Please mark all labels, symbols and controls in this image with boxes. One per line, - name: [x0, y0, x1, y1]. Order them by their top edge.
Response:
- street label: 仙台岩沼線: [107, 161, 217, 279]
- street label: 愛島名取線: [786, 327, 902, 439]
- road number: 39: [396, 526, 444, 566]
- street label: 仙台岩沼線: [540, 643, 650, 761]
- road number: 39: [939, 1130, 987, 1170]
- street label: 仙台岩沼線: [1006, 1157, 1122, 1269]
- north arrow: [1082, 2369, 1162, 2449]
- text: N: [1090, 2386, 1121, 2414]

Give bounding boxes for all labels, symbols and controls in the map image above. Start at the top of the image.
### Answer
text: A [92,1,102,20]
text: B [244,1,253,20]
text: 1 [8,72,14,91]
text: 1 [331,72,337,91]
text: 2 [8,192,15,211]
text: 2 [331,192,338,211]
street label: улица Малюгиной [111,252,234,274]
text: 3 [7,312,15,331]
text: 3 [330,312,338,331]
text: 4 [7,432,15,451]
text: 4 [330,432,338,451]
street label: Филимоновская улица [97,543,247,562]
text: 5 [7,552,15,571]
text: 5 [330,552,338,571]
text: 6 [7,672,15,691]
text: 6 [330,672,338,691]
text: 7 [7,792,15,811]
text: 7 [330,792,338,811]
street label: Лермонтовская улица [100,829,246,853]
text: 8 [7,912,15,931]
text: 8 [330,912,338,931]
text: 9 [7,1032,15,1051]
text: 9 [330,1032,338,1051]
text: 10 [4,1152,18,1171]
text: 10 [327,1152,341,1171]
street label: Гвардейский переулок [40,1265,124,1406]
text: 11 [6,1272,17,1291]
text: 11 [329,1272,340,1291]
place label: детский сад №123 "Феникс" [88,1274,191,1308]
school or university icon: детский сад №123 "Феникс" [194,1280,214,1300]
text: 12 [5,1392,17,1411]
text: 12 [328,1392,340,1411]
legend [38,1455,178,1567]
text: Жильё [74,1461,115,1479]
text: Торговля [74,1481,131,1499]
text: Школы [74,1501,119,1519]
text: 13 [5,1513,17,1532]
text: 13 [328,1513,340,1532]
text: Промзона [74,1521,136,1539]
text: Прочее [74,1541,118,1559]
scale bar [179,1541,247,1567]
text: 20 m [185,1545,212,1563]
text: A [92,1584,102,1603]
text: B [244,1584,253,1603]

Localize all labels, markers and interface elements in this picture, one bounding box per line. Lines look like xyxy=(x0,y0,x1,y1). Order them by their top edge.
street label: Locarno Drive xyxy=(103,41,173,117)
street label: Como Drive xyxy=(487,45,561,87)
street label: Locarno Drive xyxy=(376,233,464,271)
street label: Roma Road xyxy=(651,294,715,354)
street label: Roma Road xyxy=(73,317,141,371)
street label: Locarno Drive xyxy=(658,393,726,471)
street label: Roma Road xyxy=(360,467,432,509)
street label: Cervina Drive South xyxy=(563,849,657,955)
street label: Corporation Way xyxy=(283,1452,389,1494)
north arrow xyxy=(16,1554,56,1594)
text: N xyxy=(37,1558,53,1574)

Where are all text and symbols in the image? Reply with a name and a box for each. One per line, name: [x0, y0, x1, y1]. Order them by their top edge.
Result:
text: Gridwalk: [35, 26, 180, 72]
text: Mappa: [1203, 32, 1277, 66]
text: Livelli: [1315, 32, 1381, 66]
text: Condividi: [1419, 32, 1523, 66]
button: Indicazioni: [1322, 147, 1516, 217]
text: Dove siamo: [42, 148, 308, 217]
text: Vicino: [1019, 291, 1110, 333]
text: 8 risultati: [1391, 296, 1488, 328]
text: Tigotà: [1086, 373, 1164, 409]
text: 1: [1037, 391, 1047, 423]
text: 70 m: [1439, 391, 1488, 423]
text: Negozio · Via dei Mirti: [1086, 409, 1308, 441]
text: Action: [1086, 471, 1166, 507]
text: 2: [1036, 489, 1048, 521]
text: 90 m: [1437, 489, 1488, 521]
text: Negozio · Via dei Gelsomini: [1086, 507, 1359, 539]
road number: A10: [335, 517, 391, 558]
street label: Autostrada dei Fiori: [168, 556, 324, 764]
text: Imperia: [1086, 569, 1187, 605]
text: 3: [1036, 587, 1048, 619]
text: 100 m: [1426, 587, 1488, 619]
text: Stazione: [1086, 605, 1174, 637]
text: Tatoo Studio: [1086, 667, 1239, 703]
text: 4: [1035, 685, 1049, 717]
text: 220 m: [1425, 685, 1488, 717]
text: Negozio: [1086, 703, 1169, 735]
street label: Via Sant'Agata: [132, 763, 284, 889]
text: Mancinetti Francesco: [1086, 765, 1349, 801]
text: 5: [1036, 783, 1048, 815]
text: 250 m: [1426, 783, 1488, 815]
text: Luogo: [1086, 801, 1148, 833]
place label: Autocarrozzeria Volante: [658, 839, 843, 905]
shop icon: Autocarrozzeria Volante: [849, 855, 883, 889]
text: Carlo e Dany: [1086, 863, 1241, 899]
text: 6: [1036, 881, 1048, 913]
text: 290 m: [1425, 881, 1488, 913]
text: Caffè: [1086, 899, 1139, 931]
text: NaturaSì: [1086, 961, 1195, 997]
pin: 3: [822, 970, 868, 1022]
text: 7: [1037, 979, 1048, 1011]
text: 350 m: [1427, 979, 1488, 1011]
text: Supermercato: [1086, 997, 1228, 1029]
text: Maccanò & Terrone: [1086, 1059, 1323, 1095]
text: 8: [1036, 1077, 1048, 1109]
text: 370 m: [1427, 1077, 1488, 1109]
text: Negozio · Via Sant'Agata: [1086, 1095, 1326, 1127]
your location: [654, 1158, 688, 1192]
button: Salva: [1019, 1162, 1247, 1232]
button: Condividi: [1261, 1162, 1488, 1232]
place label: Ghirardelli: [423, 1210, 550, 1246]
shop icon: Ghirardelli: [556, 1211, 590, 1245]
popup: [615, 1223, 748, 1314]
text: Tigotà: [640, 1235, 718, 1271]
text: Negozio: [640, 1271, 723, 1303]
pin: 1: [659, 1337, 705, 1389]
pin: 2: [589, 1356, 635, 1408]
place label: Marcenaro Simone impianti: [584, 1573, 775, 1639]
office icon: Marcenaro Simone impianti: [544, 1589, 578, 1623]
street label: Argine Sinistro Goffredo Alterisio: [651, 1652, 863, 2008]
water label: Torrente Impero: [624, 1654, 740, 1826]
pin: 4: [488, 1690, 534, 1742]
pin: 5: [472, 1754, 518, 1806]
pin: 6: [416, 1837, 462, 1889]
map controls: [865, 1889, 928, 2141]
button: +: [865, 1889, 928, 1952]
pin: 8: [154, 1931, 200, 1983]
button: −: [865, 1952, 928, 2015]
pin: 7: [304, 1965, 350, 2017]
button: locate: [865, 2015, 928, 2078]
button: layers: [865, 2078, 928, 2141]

(Exercise requirements) Up to and including the line with "Give bounding boxes", repeat the data exactly, starting from its first line; nothing else belongs in the response.

(Answer space)
Please mark all labels, symbols and controls in this image with boxes. One per line, - name: [x0, y0, x1, y1]. Order them by their top edge.
Response:
- street label: 仙台岩沼線: [107, 161, 217, 279]
- street label: 愛島名取線: [786, 327, 902, 439]
- road number: 39: [396, 526, 444, 566]
- street label: 仙台岩沼線: [540, 643, 650, 761]
- road number: 39: [939, 1130, 987, 1170]
- street label: 仙台岩沼線: [1006, 1157, 1122, 1269]
- north arrow: [1082, 2369, 1162, 2449]
- text: N: [1090, 2386, 1121, 2414]

Give bounding boxes for all labels, symbols and controls in the map image above. Start at the top of the image.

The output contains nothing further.